◆ **TASK ITEM**
The lines to extract run from the first line of the entries through the line that contains "display:block; font-size:49px; line-height:60px"; reproduce exactly those lines and no others.

◆ **AVAILABLE DATA**
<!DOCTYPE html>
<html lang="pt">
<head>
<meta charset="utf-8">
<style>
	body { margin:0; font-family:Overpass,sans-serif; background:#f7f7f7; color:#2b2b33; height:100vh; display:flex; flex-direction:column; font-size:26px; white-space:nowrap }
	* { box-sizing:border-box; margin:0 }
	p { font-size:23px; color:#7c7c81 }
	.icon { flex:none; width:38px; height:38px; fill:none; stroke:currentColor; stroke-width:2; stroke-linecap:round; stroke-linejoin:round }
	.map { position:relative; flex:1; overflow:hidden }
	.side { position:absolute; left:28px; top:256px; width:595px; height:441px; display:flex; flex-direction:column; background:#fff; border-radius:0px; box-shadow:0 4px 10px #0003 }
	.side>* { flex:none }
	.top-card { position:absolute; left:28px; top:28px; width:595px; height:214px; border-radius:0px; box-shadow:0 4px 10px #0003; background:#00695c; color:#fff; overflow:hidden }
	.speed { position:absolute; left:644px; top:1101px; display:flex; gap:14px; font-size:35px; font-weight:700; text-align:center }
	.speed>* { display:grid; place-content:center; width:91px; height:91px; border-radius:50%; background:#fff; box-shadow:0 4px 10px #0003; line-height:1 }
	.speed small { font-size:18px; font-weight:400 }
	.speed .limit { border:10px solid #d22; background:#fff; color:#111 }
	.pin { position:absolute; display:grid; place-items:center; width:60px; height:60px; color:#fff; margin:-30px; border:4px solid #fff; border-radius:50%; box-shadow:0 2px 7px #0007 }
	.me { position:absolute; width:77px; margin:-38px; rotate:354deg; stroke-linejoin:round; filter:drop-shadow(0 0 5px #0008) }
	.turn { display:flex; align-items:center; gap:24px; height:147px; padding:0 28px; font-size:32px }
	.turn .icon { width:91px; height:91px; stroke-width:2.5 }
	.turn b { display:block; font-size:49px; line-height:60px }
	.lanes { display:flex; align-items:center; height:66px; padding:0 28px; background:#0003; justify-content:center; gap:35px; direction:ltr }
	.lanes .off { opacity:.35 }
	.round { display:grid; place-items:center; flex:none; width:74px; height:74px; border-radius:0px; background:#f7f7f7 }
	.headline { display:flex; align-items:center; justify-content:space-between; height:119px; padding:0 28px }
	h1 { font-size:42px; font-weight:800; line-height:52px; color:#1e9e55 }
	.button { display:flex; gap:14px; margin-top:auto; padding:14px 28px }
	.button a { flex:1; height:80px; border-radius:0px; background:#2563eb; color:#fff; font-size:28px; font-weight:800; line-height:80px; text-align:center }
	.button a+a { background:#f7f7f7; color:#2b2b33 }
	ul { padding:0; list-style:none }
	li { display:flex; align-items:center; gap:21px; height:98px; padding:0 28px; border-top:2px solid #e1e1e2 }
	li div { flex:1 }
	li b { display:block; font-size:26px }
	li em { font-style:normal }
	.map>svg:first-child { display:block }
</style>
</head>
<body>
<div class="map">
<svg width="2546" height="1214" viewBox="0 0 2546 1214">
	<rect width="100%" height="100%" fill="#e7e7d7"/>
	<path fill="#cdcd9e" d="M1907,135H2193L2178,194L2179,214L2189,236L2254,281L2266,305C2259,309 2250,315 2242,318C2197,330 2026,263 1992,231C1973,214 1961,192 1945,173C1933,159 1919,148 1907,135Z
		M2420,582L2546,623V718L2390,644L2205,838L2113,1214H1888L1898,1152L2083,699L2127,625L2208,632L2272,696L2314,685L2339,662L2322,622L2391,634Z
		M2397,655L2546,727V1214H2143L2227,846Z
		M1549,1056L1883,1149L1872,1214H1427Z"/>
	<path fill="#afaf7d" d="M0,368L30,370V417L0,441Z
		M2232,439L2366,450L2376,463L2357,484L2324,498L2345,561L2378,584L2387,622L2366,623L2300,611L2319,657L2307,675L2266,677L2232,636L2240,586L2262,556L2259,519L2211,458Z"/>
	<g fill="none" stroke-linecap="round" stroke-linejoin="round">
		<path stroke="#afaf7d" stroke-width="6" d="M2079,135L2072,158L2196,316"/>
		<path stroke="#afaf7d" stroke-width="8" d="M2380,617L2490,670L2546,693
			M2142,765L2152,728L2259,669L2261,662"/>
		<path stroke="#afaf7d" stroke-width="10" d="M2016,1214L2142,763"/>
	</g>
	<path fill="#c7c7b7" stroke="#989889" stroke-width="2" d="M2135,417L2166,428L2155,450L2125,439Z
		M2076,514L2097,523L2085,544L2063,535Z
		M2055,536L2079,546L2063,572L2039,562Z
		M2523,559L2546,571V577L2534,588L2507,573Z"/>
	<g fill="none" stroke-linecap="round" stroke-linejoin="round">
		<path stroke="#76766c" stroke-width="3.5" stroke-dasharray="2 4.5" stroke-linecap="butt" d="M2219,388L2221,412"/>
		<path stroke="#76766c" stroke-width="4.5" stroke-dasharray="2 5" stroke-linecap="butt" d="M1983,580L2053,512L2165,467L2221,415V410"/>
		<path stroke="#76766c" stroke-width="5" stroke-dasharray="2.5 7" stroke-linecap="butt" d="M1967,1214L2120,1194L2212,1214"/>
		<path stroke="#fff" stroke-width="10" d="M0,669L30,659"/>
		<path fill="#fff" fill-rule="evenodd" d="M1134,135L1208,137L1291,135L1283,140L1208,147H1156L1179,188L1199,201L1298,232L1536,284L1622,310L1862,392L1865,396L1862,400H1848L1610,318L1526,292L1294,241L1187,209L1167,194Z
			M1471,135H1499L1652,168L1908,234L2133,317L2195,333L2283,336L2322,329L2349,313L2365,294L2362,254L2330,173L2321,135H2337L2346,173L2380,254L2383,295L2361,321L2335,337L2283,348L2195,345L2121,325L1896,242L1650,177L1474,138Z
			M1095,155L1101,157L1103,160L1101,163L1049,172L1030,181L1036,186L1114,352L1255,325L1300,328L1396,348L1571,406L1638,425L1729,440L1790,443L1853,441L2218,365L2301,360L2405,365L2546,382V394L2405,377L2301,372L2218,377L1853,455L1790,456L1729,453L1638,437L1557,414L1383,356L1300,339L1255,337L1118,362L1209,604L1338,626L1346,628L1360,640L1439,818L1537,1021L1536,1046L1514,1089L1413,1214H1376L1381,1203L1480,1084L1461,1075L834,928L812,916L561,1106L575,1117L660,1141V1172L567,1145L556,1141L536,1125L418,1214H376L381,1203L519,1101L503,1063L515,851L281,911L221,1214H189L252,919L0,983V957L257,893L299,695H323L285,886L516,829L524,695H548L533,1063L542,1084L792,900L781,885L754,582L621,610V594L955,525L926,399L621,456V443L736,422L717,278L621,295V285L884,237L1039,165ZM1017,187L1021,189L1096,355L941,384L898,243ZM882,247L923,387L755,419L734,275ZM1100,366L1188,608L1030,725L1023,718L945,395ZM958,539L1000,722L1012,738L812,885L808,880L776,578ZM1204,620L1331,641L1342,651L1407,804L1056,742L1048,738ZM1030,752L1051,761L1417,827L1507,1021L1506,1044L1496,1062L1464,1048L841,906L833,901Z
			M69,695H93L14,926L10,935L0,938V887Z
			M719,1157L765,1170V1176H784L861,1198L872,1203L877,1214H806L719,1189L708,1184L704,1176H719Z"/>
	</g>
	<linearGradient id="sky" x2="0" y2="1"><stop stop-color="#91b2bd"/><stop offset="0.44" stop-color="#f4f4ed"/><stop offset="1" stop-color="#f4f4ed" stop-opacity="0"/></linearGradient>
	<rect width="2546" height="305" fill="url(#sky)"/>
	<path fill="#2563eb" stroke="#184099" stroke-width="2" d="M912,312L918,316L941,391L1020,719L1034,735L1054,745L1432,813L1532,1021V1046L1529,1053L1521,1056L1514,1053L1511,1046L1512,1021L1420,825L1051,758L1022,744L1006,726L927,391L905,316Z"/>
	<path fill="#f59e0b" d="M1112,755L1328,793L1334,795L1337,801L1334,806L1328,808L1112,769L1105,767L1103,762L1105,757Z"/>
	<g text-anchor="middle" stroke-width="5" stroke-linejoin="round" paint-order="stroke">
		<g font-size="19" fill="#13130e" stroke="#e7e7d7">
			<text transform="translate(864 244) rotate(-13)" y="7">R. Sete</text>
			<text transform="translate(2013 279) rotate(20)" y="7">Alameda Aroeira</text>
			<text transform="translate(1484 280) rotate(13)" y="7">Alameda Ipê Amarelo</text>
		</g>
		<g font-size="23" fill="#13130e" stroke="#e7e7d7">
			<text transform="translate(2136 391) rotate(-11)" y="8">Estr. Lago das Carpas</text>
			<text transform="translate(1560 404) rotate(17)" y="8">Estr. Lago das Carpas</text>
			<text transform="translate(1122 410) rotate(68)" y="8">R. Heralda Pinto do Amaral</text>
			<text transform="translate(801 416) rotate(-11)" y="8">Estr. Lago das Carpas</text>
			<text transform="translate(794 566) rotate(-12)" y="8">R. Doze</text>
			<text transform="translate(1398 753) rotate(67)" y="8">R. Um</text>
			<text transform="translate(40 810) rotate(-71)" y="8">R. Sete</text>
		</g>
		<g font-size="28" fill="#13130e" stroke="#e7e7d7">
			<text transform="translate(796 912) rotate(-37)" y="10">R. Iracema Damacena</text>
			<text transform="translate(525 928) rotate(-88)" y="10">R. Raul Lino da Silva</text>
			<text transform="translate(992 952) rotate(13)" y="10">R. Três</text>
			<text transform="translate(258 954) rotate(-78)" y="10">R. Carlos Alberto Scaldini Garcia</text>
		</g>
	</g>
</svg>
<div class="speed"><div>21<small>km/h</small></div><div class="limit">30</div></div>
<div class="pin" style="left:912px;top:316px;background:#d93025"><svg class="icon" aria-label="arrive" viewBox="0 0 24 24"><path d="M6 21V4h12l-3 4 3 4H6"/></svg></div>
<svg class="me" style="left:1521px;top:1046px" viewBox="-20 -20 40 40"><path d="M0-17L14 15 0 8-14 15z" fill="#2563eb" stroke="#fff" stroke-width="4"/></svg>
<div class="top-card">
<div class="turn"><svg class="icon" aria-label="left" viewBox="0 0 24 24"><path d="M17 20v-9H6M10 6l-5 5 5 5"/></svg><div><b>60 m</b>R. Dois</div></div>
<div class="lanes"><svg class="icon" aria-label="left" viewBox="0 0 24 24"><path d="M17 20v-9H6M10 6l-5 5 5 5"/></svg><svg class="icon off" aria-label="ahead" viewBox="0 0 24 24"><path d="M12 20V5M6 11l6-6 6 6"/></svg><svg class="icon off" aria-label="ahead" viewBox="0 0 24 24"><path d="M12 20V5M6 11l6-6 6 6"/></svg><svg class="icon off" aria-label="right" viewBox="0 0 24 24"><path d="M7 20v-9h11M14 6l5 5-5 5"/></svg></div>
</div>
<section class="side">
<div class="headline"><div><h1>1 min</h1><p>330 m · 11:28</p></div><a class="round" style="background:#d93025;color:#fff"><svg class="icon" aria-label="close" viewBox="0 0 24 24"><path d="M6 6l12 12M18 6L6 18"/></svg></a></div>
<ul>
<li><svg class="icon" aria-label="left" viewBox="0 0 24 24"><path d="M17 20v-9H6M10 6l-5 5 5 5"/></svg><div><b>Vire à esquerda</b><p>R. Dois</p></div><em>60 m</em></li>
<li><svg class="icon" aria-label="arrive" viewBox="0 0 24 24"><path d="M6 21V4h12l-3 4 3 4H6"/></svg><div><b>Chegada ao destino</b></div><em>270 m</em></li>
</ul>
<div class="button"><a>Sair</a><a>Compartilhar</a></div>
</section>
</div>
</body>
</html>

◆ **YOUR RESPONSE**
<!DOCTYPE html>
<html lang="pt">
<head>
<meta charset="utf-8">
<style>
	body { margin:0; font-family:Overpass,sans-serif; background:#f7f7f7; color:#2b2b33; height:100vh; display:flex; flex-direction:column; font-size:26px; white-space:nowrap }
	* { box-sizing:border-box; margin:0 }
	p { font-size:23px; color:#7c7c81 }
	.icon { flex:none; width:38px; height:38px; fill:none; stroke:currentColor; stroke-width:2; stroke-linecap:round; stroke-linejoin:round }
	.map { position:relative; flex:1; overflow:hidden }
	.side { position:absolute; left:28px; top:256px; width:595px; height:441px; display:flex; flex-direction:column; background:#fff; border-radius:0px; box-shadow:0 4px 10px #0003 }
	.side>* { flex:none }
	.top-card { position:absolute; left:28px; top:28px; width:595px; height:214px; border-radius:0px; box-shadow:0 4px 10px #0003; background:#00695c; color:#fff; overflow:hidden }
	.speed { position:absolute; left:644px; top:1101px; display:flex; gap:14px; font-size:35px; font-weight:700; text-align:center }
	.speed>* { display:grid; place-content:center; width:91px; height:91px; border-radius:50%; background:#fff; box-shadow:0 4px 10px #0003; line-height:1 }
	.speed small { font-size:18px; font-weight:400 }
	.speed .limit { border:10px solid #d22; background:#fff; color:#111 }
	.pin { position:absolute; display:grid; place-items:center; width:60px; height:60px; color:#fff; margin:-30px; border:4px solid #fff; border-radius:50%; box-shadow:0 2px 7px #0007 }
	.me { position:absolute; width:77px; margin:-38px; rotate:354deg; stroke-linejoin:round; filter:drop-shadow(0 0 5px #0008) }
	.turn { display:flex; align-items:center; gap:24px; height:147px; padding:0 28px; font-size:32px }
	.turn .icon { width:91px; height:91px; stroke-width:2.5 }
	.turn b { display:block; font-size:49px; line-height:60px }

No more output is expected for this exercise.